State law provides that local elections departments, through early voting locations’ elections boards, are charged with maintaining order within 100 feet of the entrance to voting locations.

But state law prohibits elections departments from taking corrective action outside the100-foot “no-solicitation zone” against political campaigning. Instead, enforcement of any aggressive or intrusive tactics is left to law enforcement and “other regulatory bodies under the law that control the conduct of regular activity within the county,” the report said.

The Miami-Dade Elections Department served about 883,000 voters through early voting periods in the last four county-wide elections, the report said.
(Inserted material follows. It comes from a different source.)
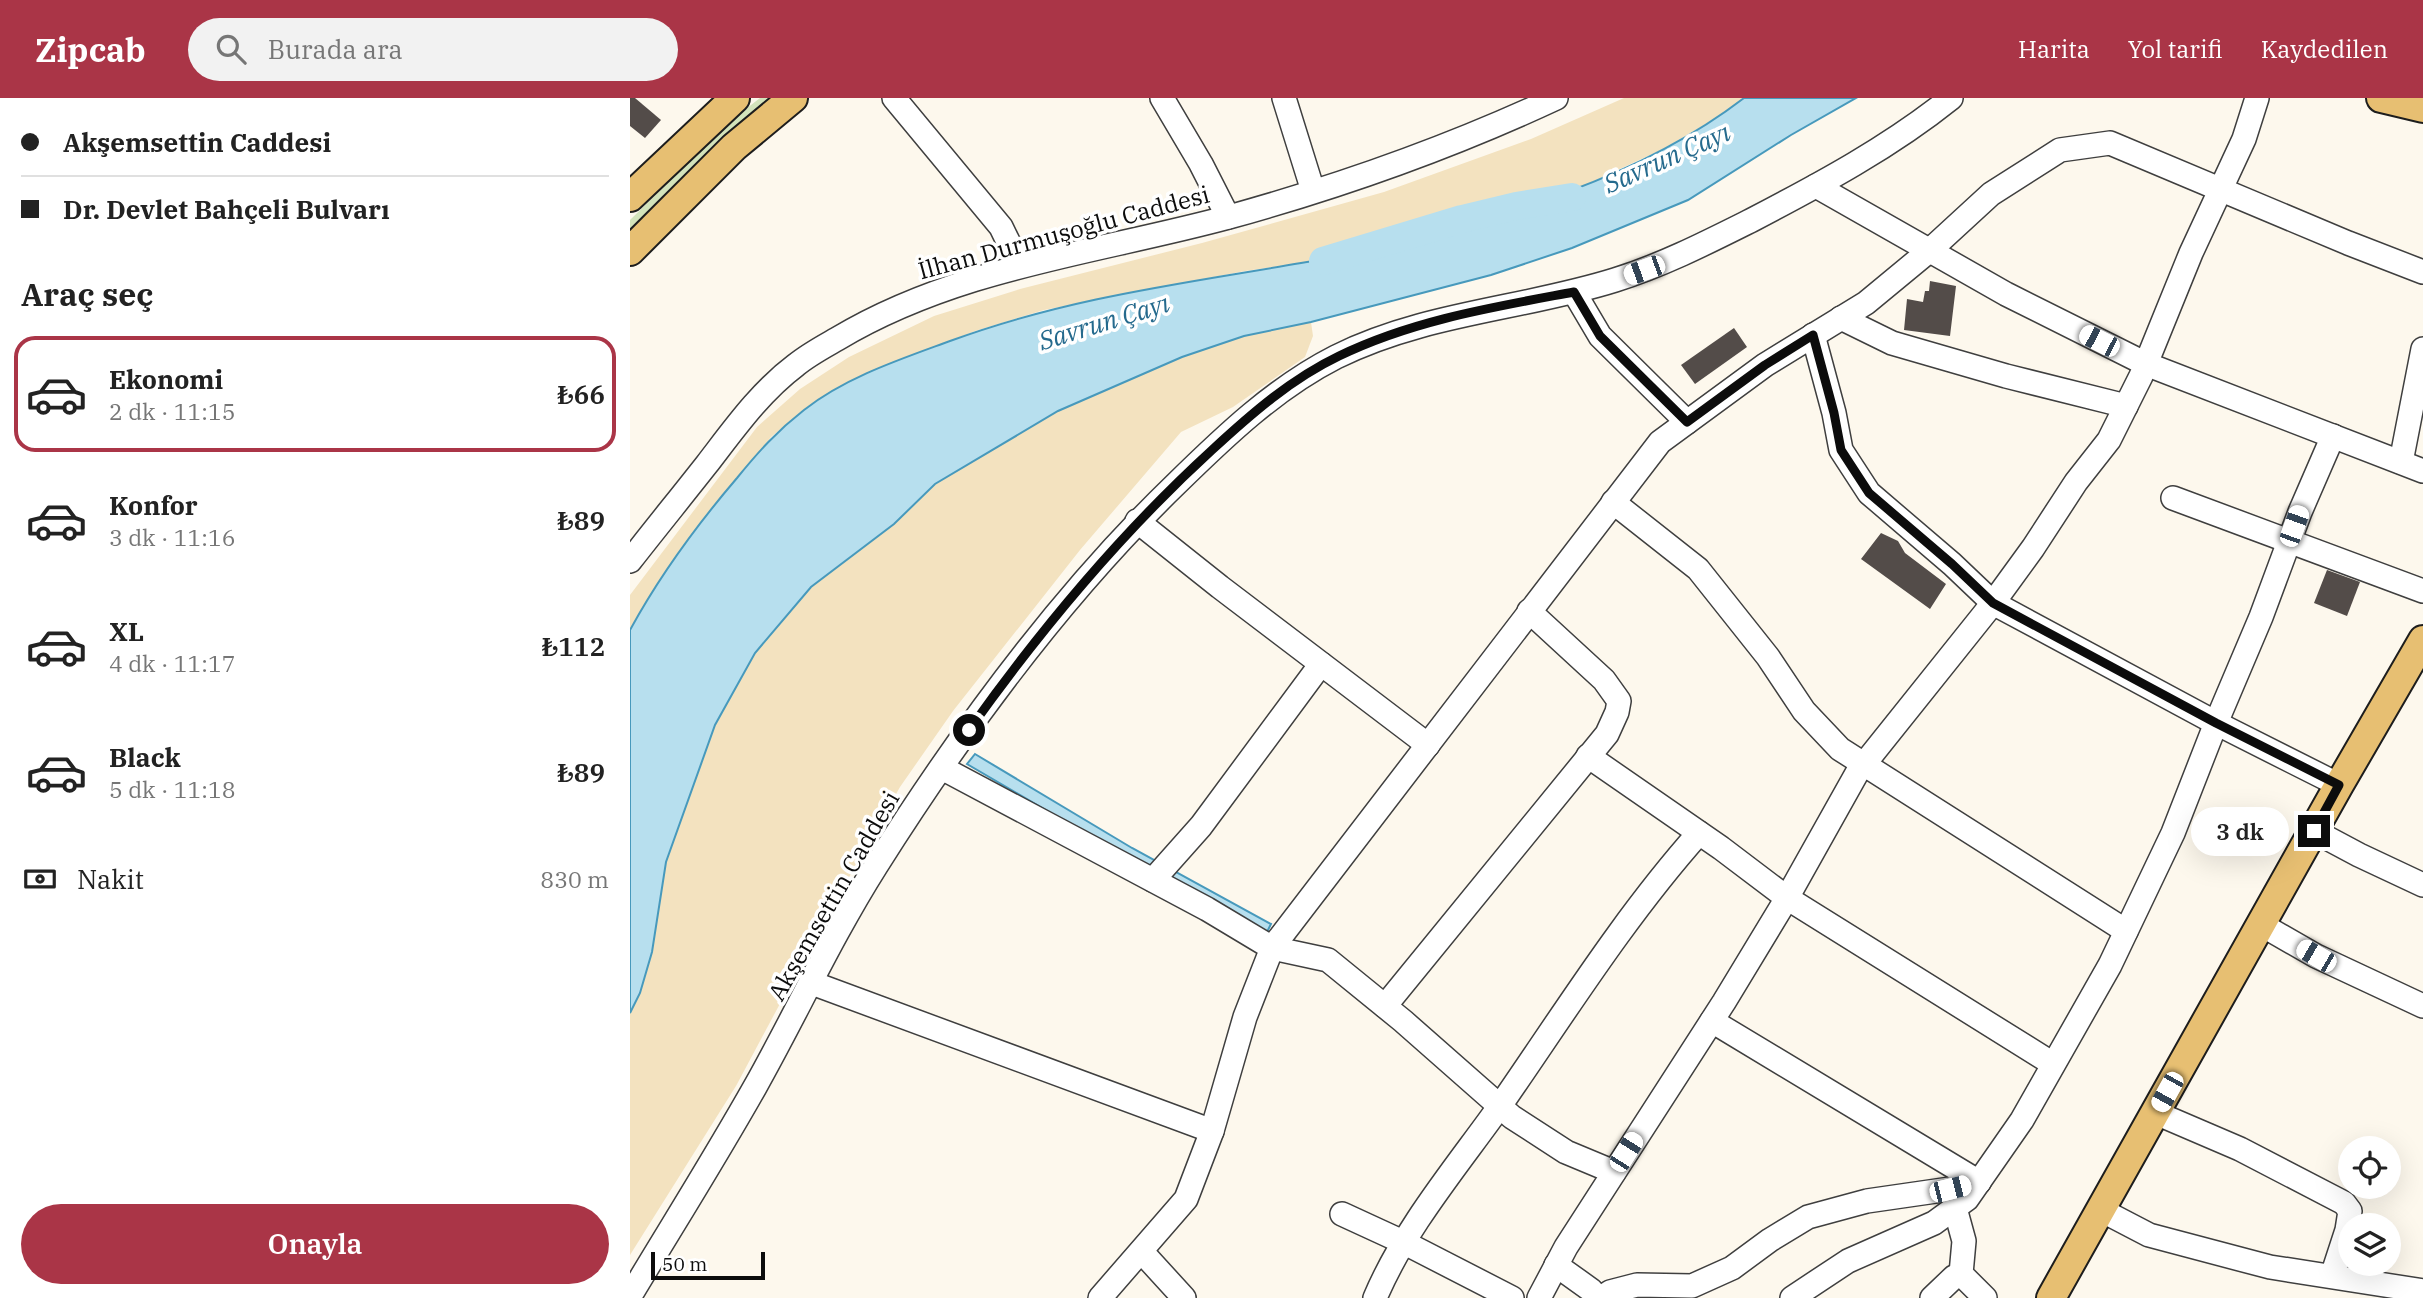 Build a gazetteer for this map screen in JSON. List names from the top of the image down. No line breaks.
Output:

During that time, the county received 42 documented complaints, including:

■12 for the 2018 general election, of which six were for use of bullhorns and other loud music, two were for aggressive campaigning outside the 100-foot zone and one was for fighting among campaigners.

■Seven complaints during the 2018 primary election, of which five were for aggressive campaigning, including one instance of damaging personal property.

■13 complaints during the 2016 general election, of which 10 were for aggressive campaigning, including two instances of voter harassment and one report among campaigners that required police intervention.

■10 complaints during the 2016 primary, of which seven were for aggressive campaigning, including one instance in which campaigners were seen “bombarding” elderly voters and insisting on offering “voting assistance,” and one instance of fighting among campaigners that required police intervention.

Complaints received for actions at voting locations are handled case-by-case, the mayor’s report said, and “routinely resolved without the need for law enforcement intervention.”

But since the conduct of political campaign activities outside the 100-foot polling zone is not actively monitored, the records of complaints “may not paint a complete picture of campaign activities…”

The report said the county elections department consulted elections supervisors from eight other Florida counties, including Broward, Palm Beach, Orange and Seminole, and found none has any election-specific regulation to preserve a campaign’s right to free speech and access to voters.

Because Miami-Dade has up to 30 voting locations, hundreds of candidates and thousands of campaigns, the report said, “it can be challenging… to maintain order and civility, [a] delicate balance” between free speech and the right to vote without being harassed.

To improve voters’ experience, the county elections department recommended:

■Continued enforcement of the 100-foot “no-solicitation zone.”

■Assigning an additional parking lot attendant to locations with heavier turnouts and large parking lots “to assist in maintaining order… and ensure voters have clear access to the poll.”

■That the county police department place early voting sites on its patrol routes “to ensure there is no obstruction of roadways, early voting site entrances and/or any other public safety concerns.”

■Notification of the county police department in the event a complaint is lodged to the elections department regarding aggressive or intrusive campaign tactics.